Look through the listing and locate every line containing the word "BANER"; copy those lines.
★ ★ ★ ★ ★ ★ ★
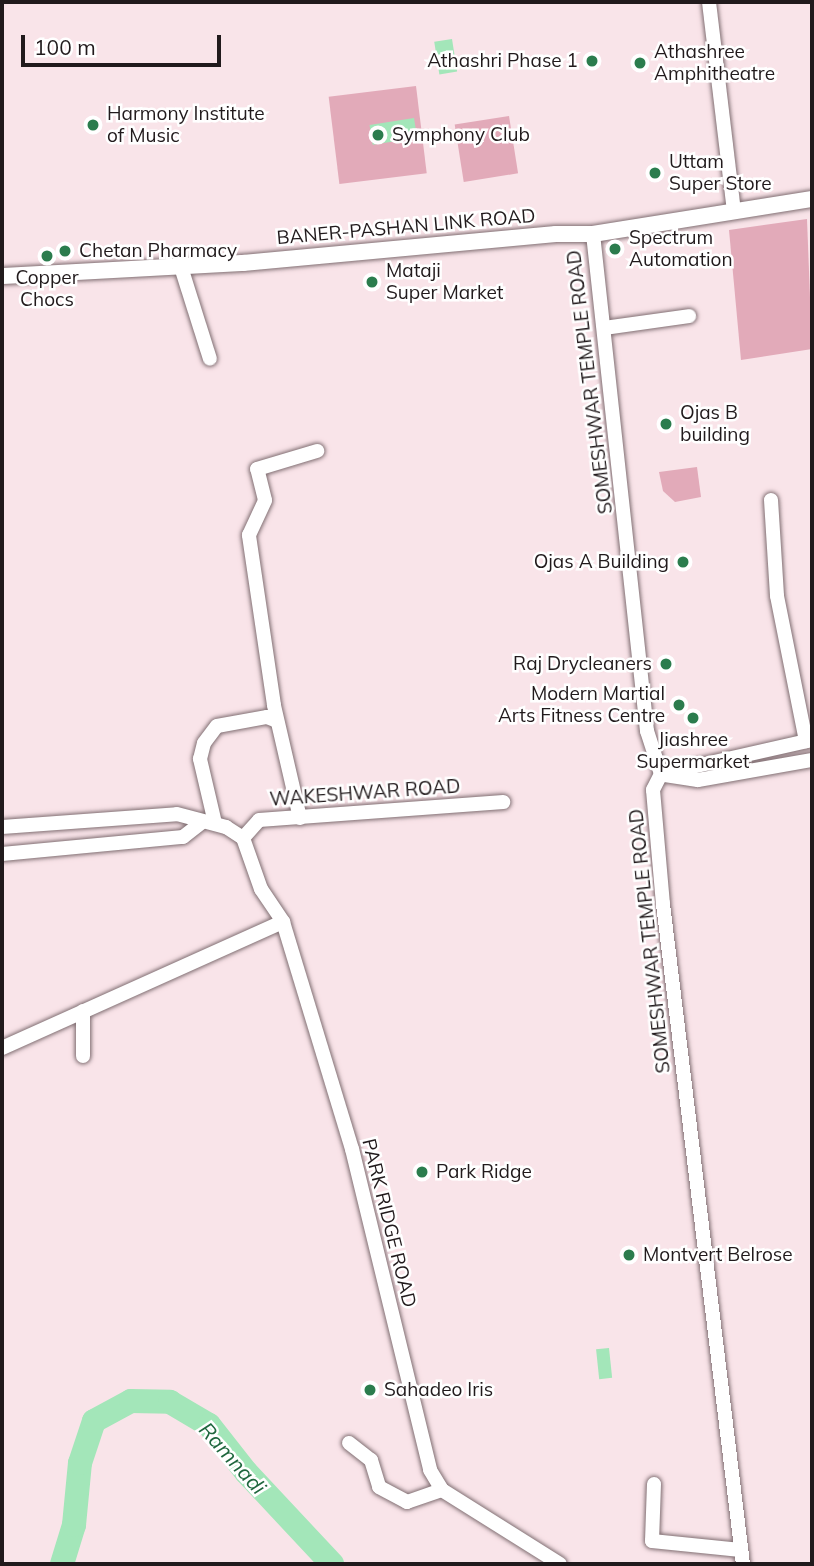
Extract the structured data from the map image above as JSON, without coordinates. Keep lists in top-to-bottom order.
{
  "streets": {
    "street": [
      "BANER-PASHAN LINK ROAD",
      "SOMESHWAR TEMPLE ROAD",
      "WAKESHWAR ROAD",
      "PARK RIDGE ROAD"
    ]
  },
  "crossings": [
    ["BANER-PASHAN LINK ROAD", "SOMESHWAR TEMPLE ROAD"],
    ["WAKESHWAR ROAD", "PARK RIDGE ROAD"]
  ],
  "water": ["Ramnadi"],
  "places": [
    "Athashri Phase 1",
    "Athashree Amphitheatre",
    "Harmony Institute of Music",
    "Symphony Club",
    "Uttam Super Store",
    "Spectrum Automation",
    "Chetan Pharmacy",
    "Copper Chocs",
    "Mataji Super Market",
    "Ojas B building",
    "Ojas A Building",
    "Raj Drycleaners",
    "Modern Martial Arts Fitness Centre",
    "Jiashree Supermarket",
    "Park Ridge",
    "Montvert Belrose",
    "Sahadeo Iris"
  ],
  "scale_bar": "100 m"
}
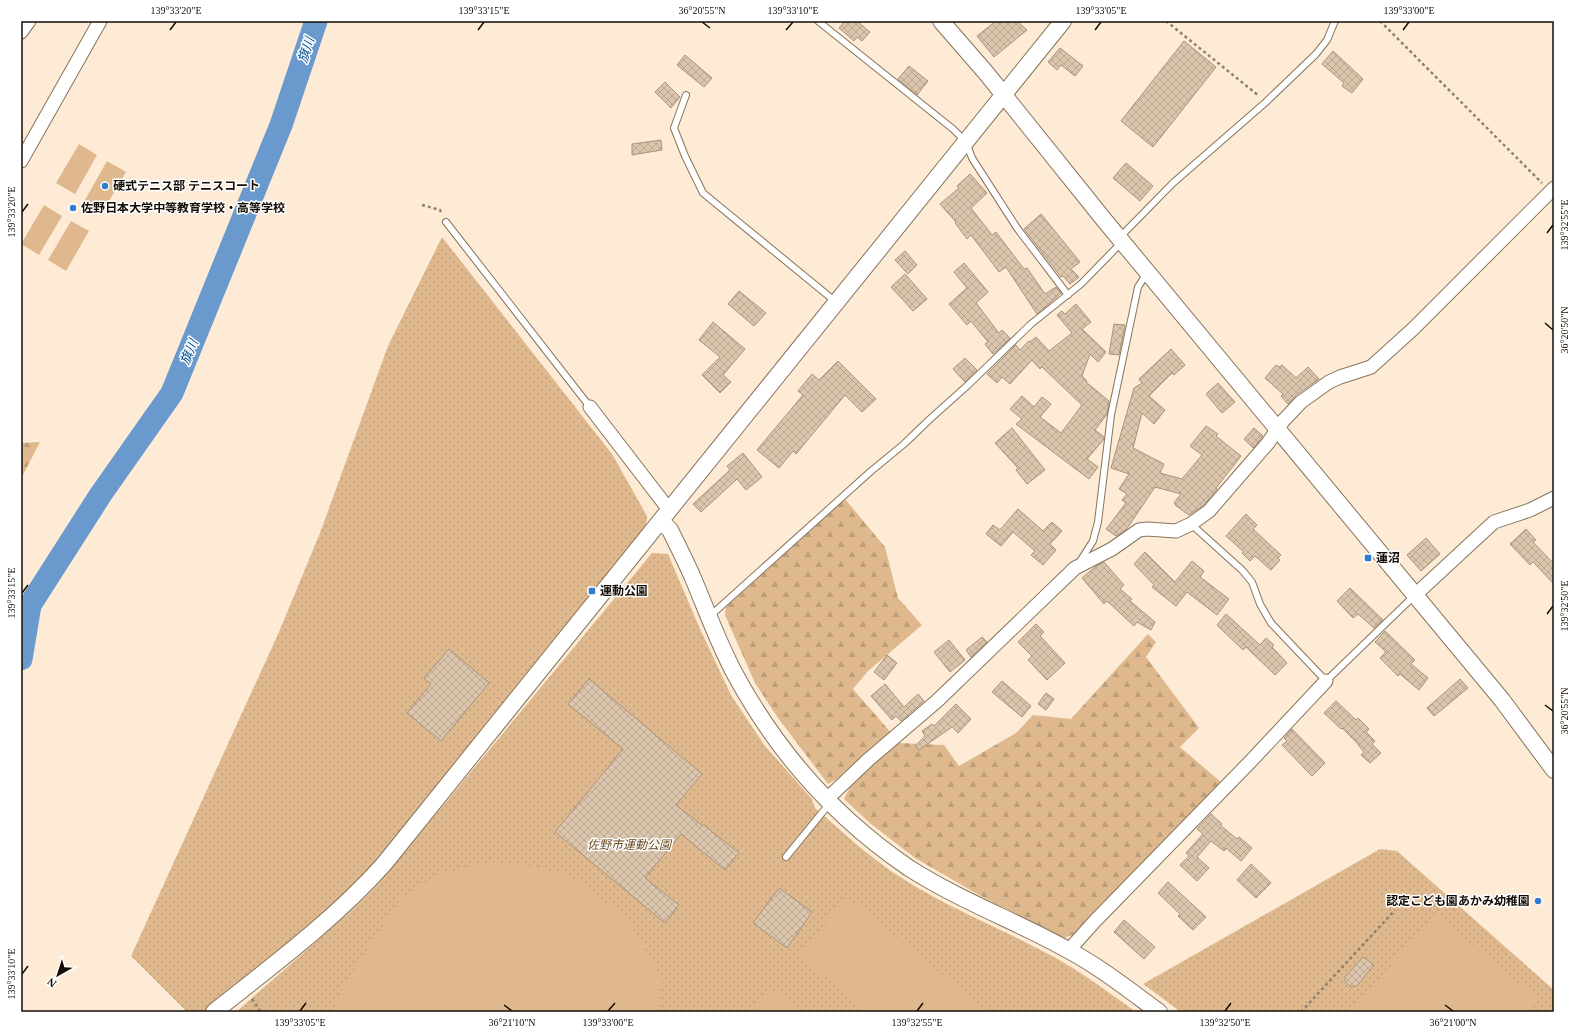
★ ★ ★ ★ ★ ★ ★
__Expected output__.
      "BANER-PASHAN LINK ROAD",
    ["BANER-PASHAN LINK ROAD", "SOMESHWAR TEMPLE ROAD"],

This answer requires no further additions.